The army chief in Egypt who ousted President Mohammed Morsi last July has given a clear indication that he would run for Egyptian president. Abdel Fatah al-Sisi said on Saturday he would view a yes vote in the constitutional referendum this week as a mandate for him to run for the presidency.
He said if he were to run for the office it would have to be requested by the people and with a mandate from his army. He said when his fellow Egyptians say something he must obey and he would never turn his back on his country.
The comments from Sisi came just days prior to the referendum on the new constitution that officials along with the local media have portrayed for the most part as an informal example of what direction the country is taking since the overthrow of Morsi.
The timing of the comments by Sisi suggests he would be given strong support for the new constitution. For a number of months, Sisi would not deny nor confirm he would seek the Egyptian presidency.
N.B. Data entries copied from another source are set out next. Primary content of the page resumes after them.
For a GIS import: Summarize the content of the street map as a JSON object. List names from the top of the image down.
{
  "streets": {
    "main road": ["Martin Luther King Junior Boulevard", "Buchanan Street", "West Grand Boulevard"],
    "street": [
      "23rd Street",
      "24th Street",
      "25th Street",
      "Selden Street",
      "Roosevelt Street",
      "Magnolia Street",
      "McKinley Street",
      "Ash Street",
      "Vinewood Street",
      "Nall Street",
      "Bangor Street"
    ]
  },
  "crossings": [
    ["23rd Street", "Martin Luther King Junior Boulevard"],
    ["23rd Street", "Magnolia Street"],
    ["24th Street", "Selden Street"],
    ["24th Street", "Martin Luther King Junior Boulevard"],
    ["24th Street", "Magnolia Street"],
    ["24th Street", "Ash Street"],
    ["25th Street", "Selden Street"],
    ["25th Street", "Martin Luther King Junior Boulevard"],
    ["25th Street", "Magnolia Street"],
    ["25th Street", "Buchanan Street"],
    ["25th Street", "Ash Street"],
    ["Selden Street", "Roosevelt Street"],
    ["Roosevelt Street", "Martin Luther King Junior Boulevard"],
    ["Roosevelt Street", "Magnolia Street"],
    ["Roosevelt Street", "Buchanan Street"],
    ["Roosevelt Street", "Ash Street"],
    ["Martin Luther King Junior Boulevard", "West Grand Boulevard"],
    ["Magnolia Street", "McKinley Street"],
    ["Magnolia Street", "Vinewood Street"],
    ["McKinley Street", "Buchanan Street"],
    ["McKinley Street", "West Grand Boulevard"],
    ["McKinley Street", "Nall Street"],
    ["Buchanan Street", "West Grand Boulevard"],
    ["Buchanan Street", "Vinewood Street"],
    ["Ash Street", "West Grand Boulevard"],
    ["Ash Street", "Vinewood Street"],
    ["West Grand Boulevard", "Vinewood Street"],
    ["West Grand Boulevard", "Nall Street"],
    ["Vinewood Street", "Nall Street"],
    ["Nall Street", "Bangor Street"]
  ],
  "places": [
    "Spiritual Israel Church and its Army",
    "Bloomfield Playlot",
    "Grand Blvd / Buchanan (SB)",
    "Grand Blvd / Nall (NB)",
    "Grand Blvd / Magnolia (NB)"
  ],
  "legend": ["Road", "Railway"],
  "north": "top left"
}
The uncertain intentions on his part made it difficult for others to opening declare their presidential ambitions. Few possible candidates are willing to declare open opposition to a man many have praised for his overthrowing of Morsi and who is expected to easily win any election he were to enter.
One former general in Egypt said that if Sisi were to run he likely would be voted in after just one round. Sisi has great popularity and people believe he can unite the country during a tough period that is upcoming.
Across large portions of Egypt, it is clearly visible how much support Sisi has. Banners and posters of him adorn many of the streets in Egypt and supporters of his claim they have millions of signatures requesting he run.
Many of those that protested against Hosni Mubarak back in the start of the Arab Spring in 2011 might now consider a strongman for president as a good step, as they have become exhausted from over three years of turmoil following Mubarak’s fall.